• INPUT FOR THIS TASK:
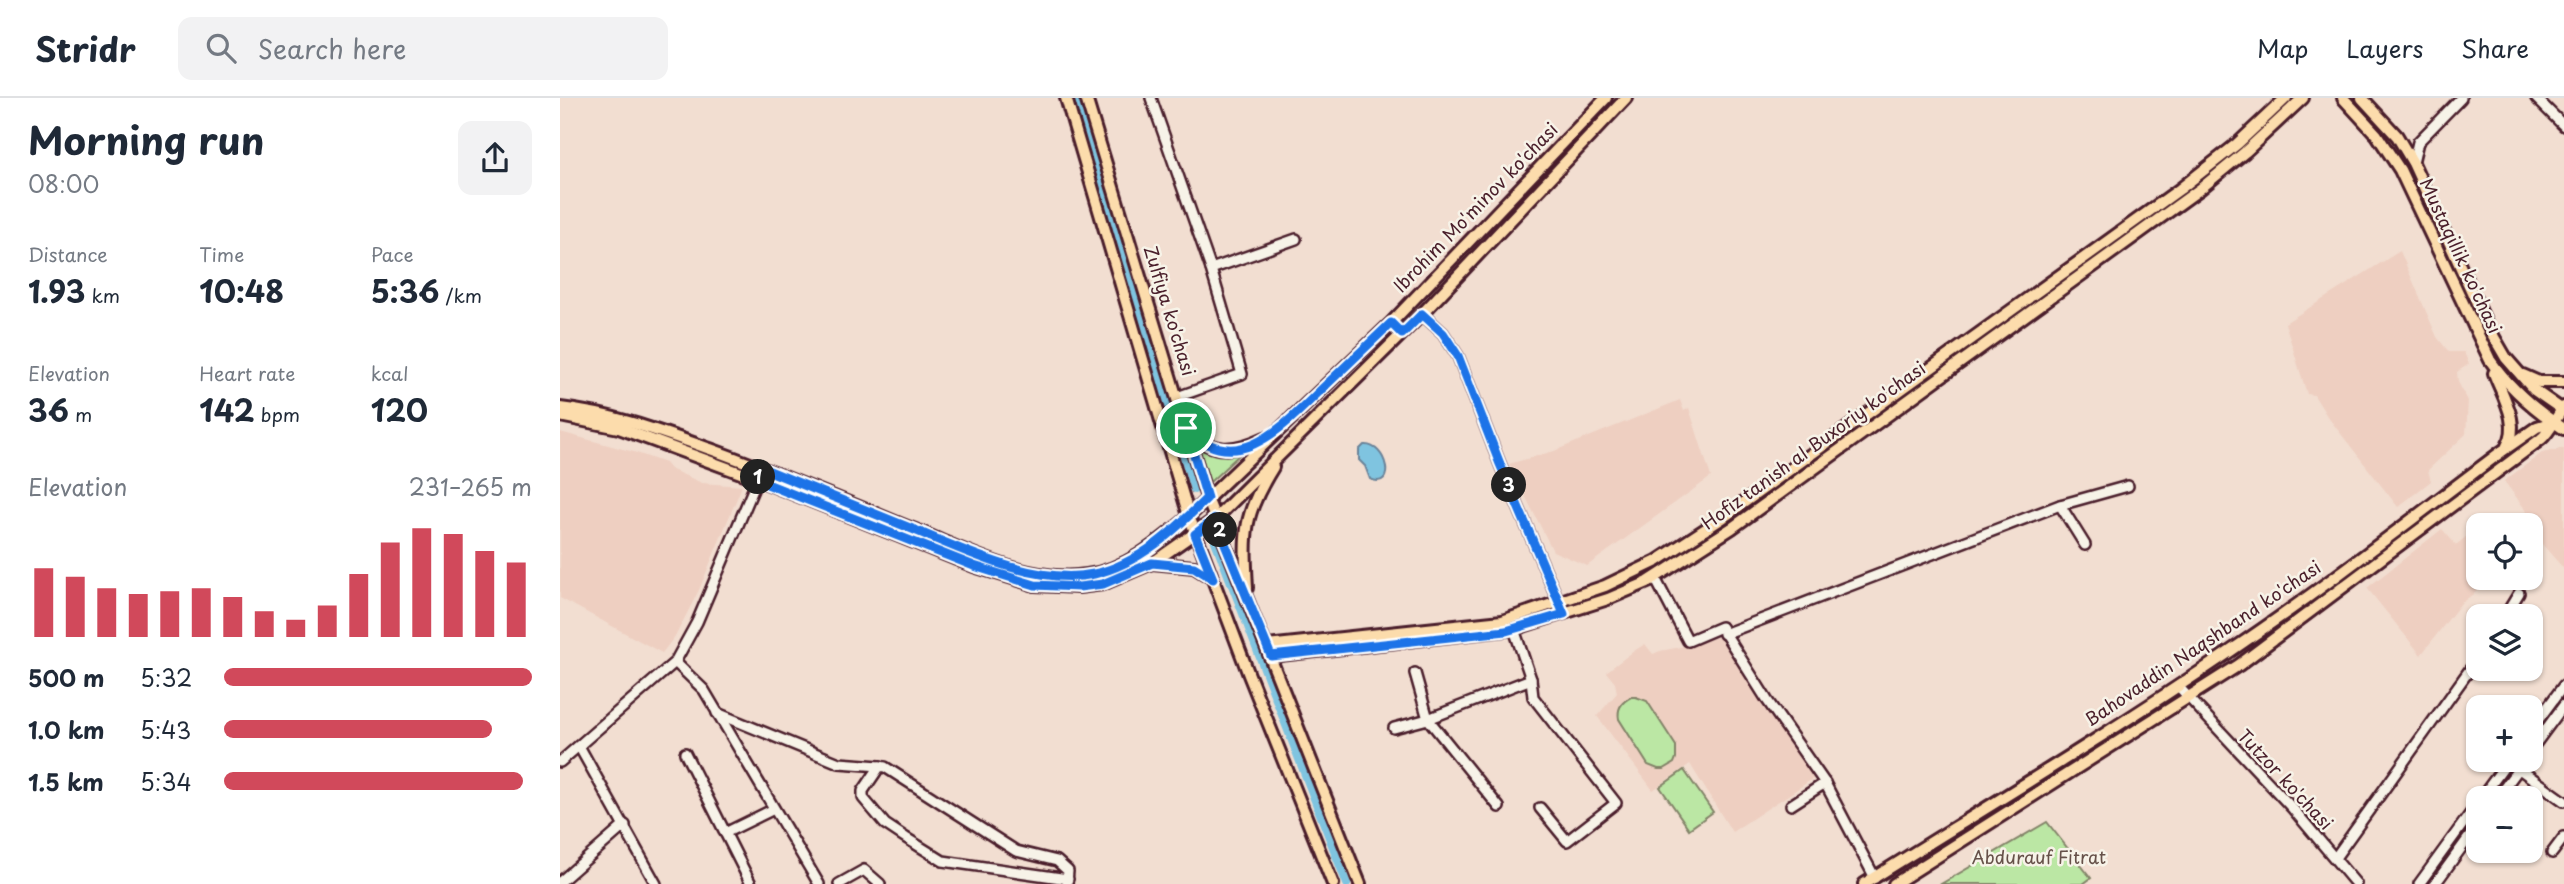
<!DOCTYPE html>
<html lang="en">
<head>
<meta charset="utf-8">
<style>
  body { margin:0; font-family:"Playpen Sans",sans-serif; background:#f2f2f3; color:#1f2937; height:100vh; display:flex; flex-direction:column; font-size:26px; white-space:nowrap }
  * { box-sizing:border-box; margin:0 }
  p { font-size:23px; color:#747a83 }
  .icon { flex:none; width:38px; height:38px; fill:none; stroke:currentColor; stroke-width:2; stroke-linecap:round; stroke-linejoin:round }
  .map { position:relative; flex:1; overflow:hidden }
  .details { display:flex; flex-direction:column; background:#fff; width:560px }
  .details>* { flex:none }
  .tools { position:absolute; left:1906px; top:415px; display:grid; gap:14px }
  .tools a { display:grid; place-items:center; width:77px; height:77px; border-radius:14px; background:#fff; box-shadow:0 2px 5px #0004; font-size:35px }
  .pin { position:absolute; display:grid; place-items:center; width:60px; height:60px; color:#fff; margin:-30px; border:4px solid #fff; border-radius:50%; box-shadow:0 2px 7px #0007 }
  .km { position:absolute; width:35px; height:35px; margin:-18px; border-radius:50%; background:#222; color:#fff; font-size:19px; line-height:35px; text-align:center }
  .round { display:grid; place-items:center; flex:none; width:74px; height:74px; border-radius:14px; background:#f2f2f3 }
  .head { display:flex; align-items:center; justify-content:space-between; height:119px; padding:0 28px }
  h1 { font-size:38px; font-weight:700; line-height:52px }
  .metrics { display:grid; grid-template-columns:repeat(3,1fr); gap:10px; height:119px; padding:7px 28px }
  .metrics div { display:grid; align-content:center }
  .metrics b { font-size:30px; font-weight:700 }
  .metrics small { font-size:19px; font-weight:400 }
  .metrics p { font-size:19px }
  .chart { height:196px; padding:14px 28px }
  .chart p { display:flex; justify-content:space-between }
  .chart svg { width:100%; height:126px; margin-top:7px; stroke:#d1495b; stroke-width:6 }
  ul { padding:0 28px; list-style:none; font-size:23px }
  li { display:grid; grid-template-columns:112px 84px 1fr; align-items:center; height:52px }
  li i { height:18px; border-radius:9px; background:#d1495b }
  header { display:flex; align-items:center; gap:42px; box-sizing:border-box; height:98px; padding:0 35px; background:#fff; border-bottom:2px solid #e0e1e3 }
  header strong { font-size:33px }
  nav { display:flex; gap:38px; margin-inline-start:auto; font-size:24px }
  .search { width:490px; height:63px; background:#f2f2f3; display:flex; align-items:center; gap:18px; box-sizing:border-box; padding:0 24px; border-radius:14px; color:#747a83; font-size:26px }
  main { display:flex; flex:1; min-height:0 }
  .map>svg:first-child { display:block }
  .built { fill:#eecfc1 }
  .green { fill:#bbe7a4; stroke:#828368; stroke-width:2 }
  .water { fill:#7fc4e0; stroke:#6a8298; stroke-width:2 }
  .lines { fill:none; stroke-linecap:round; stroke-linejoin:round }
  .stream { stroke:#6a8298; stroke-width:2.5 }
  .canal { stroke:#7fc4e0; stroke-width:8 }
  .minor-casing { stroke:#4a1f2b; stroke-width:14 }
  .major-casing { stroke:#4a1f2b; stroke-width:16 }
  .minor { stroke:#f7f3e8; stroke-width:9 }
  .major { stroke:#fcdcac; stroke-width:10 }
  .route-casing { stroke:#fff; stroke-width:14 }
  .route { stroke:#1a73e8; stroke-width:9 }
  .labels { text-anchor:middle; stroke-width:5; stroke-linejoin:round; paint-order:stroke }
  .street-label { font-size:18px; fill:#4a1f2b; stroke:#f7f3e8 }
  .park-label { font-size:18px; fill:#665149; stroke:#f7f3e8 }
</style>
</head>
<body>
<header>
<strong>Stridr</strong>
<div class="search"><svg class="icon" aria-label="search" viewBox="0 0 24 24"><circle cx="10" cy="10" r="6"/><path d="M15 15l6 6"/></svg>Search here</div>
<nav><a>Map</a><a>Layers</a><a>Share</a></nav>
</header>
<main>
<section class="details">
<div class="head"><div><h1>Morning run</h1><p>08:00</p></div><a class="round"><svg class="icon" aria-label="share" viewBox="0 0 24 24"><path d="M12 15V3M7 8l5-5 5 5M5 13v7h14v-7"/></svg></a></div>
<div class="metrics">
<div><p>Distance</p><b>1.93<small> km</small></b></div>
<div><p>Time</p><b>10:48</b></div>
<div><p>Pace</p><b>5:36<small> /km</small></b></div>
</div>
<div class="metrics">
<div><p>Elevation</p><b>36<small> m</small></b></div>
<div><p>Heart rate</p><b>142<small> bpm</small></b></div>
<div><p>kcal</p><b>120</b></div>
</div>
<div class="chart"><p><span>Elevation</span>231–265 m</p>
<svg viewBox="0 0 160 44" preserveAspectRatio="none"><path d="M5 44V20M15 44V23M25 44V27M35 44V29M45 44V28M55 44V27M65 44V30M75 44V35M85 44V38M95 44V33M105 44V22M115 44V11M125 44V6M135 44V8M145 44V14M155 44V18"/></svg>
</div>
<ul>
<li><b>500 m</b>5:32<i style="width:100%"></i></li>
<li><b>1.0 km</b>5:43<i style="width:87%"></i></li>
<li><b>1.5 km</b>5:34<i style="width:97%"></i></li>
</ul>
</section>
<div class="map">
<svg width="2004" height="786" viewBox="0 0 2004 786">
  <rect width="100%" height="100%" fill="#f2ded1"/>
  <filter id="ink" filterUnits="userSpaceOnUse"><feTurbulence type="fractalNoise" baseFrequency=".0143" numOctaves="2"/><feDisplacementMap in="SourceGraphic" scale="14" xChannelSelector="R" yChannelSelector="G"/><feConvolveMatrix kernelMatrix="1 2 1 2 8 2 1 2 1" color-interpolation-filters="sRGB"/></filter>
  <g filter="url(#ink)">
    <g class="built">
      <polygon points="1840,153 1877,239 1889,254 1904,254 1909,266 1897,274 1898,284 1908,303 1906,336 1868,372 1871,383 1838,409 1767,318 1754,297 1747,296 1725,225"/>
      <polygon points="1120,302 1124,313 1129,310 1151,379 1027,468 993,453 949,366 994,353"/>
      <polygon points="0,334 74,354 105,365 110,371 142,385 182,388 139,492 116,537 102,555 0,500"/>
      <polygon points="2004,350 2004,471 1981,445 1971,453 1970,427 1962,427 1971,419 1944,383 1982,355"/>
      <polygon points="1918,429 1918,480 1935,480 1901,505 1861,557 1807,490 1882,431 1896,447"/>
      <polygon points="1160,538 1257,678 1172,734 1130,666 1093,692 1037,618 1057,595 1055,585 1046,574 1074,553 1085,546 1093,556 1100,553 1131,547"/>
    </g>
    <g class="green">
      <polygon points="638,347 679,357 650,384"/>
      <path d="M1071,599H1076L1087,603L1116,648V660L1114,665L1104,671H1098L1088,667L1059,621C1057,611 1061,604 1071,599Z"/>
      <polygon points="1124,672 1153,714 1129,731 1100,689"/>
      <polygon points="1487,724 1531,780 1523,786 1381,786"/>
    </g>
    <path class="water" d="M804,347C827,345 837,393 810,381L805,368L799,362V352Z"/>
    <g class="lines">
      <g class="stream">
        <polyline points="1970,642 2004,595"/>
        <polyline points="1928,700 1956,662"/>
        <polyline points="1866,786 1918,714"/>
      </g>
      <g class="canal">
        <polyline points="516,0 634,392"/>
        <polyline points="655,443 787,786"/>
      </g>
      <g class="minor-casing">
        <g id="minor">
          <polyline points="591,0 651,171 682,276 617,299"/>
          <polyline points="1976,0 2004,28"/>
          <polyline points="1853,65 1858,44 1901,0"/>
          <polyline points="651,171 736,141"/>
          <polyline points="862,216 883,235 898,258 940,366 1004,516"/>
          <polyline points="1500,407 1568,388"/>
          <polyline points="1095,480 1128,543 1161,529 1207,602 1265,685 1315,780"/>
          <polyline points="1945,518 1959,495"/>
          <polyline points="954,531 971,581 973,599 1056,705 1007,743 980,710"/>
          <polyline points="1164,536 1500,407 1525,447"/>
          <polyline points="115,564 144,592 259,786"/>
          <polyline points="855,575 868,621 939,709"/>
          <polyline points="1618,588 1733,711 1796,786"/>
          <polyline points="157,615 279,665 320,668"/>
          <polyline points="834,630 868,621 971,581"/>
          <polyline points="1970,633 2004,587"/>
          <polyline points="19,648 96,786"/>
          <polyline points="1970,653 2004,607"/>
          <polyline points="125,655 191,786"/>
          <polyline points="0,664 115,564 137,524 200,375"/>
          <polyline points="1958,670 2004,703"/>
          <polyline points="1921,700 1949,662"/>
          <polyline points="1937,700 1965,662"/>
          <polyline points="1231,707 1265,685"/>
          <polyline points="165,735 214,711"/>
          <polyline points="1992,755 2004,739"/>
          <polyline points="1775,760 1918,560"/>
          <polyline points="0,784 65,727"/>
          <polyline points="279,786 304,772 320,786"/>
          <polyline points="507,786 508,773 497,763 456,753 325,669 320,668 303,693 303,700 325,726 346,740 383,763 508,781"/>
          <polyline points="1859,786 1918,705"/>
          <polyline points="1875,786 1918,727"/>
        </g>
      </g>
      <g class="major-casing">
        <g id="major">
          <polyline points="506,0 629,418 689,577 773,786"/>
          <polyline points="526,0 647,400 800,786"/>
          <path d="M1783,0L1817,37L1840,72L1930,262C1950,291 1975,312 2004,331"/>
          <polyline points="1802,0 1837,38 1853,65 1928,229 1946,260 1974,292 2004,313"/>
          <path d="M1934,275C1942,297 1961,326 1947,348"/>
          <polyline points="1963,277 1979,284 2004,284"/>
          <path d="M0,310C54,316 102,334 153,352C219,376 284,403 350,430C404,451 467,486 527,477C564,472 595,447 623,424L831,225L1046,0"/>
          <polyline points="0,318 59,330 197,381 414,468 475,487 519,489 543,486 592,465 655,421 862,216 1066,0"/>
          <path d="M627,332C652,357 675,354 705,340"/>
          <polyline points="592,465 634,469 652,480"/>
          <path d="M687,490C684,434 683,417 713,369"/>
          <polyline points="707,548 942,523 1045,488 1097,463 1164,419 1620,91 1677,46 1726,0"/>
          <polyline points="711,558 954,531 1048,501 1088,484 1172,430 1640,91 1685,54 1743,0"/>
          <path d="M1304,786C1427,709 1552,634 1672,552C1764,490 1852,421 1941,354L1977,329L1993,324"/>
          <path d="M1334,786L1679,567L1981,341C1991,333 1995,320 2004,309"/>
        </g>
      </g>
      <use href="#minor" class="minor"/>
      <use href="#major" class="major"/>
    </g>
  </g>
  <g class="lines" filter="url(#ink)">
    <g class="route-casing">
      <path id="route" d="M862,216L883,235L898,258L940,366L1004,516L946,533L711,558L655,421L635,436L653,481L634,469L592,465L543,486L519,489L475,487L414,468L197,382L202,370C248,389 294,407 340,426C396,448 473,489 534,476C579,466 615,432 647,400L626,330C678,383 726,325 765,288C787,267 809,246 831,225L842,236Z"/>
    </g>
    <use href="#route" class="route"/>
  </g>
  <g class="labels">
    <g class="street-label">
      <text transform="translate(916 110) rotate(-46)" y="6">Ibrohim Mo'minov ko'chasi</text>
      <text transform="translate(1900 158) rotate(65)" y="6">Mustaqillik ko'chasi</text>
      <text transform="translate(609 213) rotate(73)" y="6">Zulfiya ko'chasi</text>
      <text transform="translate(1254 348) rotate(-36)" y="6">Hofiz tanish al Buxoriy ko'chasi</text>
      <text transform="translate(1643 546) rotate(-34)" y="6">Bahovaddin Naqshband ko'chasi</text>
      <text transform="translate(1725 682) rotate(47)" y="6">Tutzor ko'chasi</text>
    </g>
    <g class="park-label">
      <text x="1479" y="766">Abdurauf Fitrat</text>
    </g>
  </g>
</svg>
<div class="tools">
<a><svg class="icon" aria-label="locate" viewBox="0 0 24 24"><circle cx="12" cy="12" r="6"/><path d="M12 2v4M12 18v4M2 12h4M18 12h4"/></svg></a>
<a><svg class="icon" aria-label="layers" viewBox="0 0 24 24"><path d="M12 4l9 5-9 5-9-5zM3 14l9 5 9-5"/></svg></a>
<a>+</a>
<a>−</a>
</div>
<div class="pin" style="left:626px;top:330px;background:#1e9e55"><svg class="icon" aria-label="arrive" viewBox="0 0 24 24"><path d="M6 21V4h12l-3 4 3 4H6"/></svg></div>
<b class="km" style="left:198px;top:379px">1</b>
<b class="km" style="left:660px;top:432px">2</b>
<b class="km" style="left:949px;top:387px">3</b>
</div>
</main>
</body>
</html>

• ACTIVITY: Go over the records above line by line and count those holding the word "shadow". Reply only with the number.

• RESULT: 2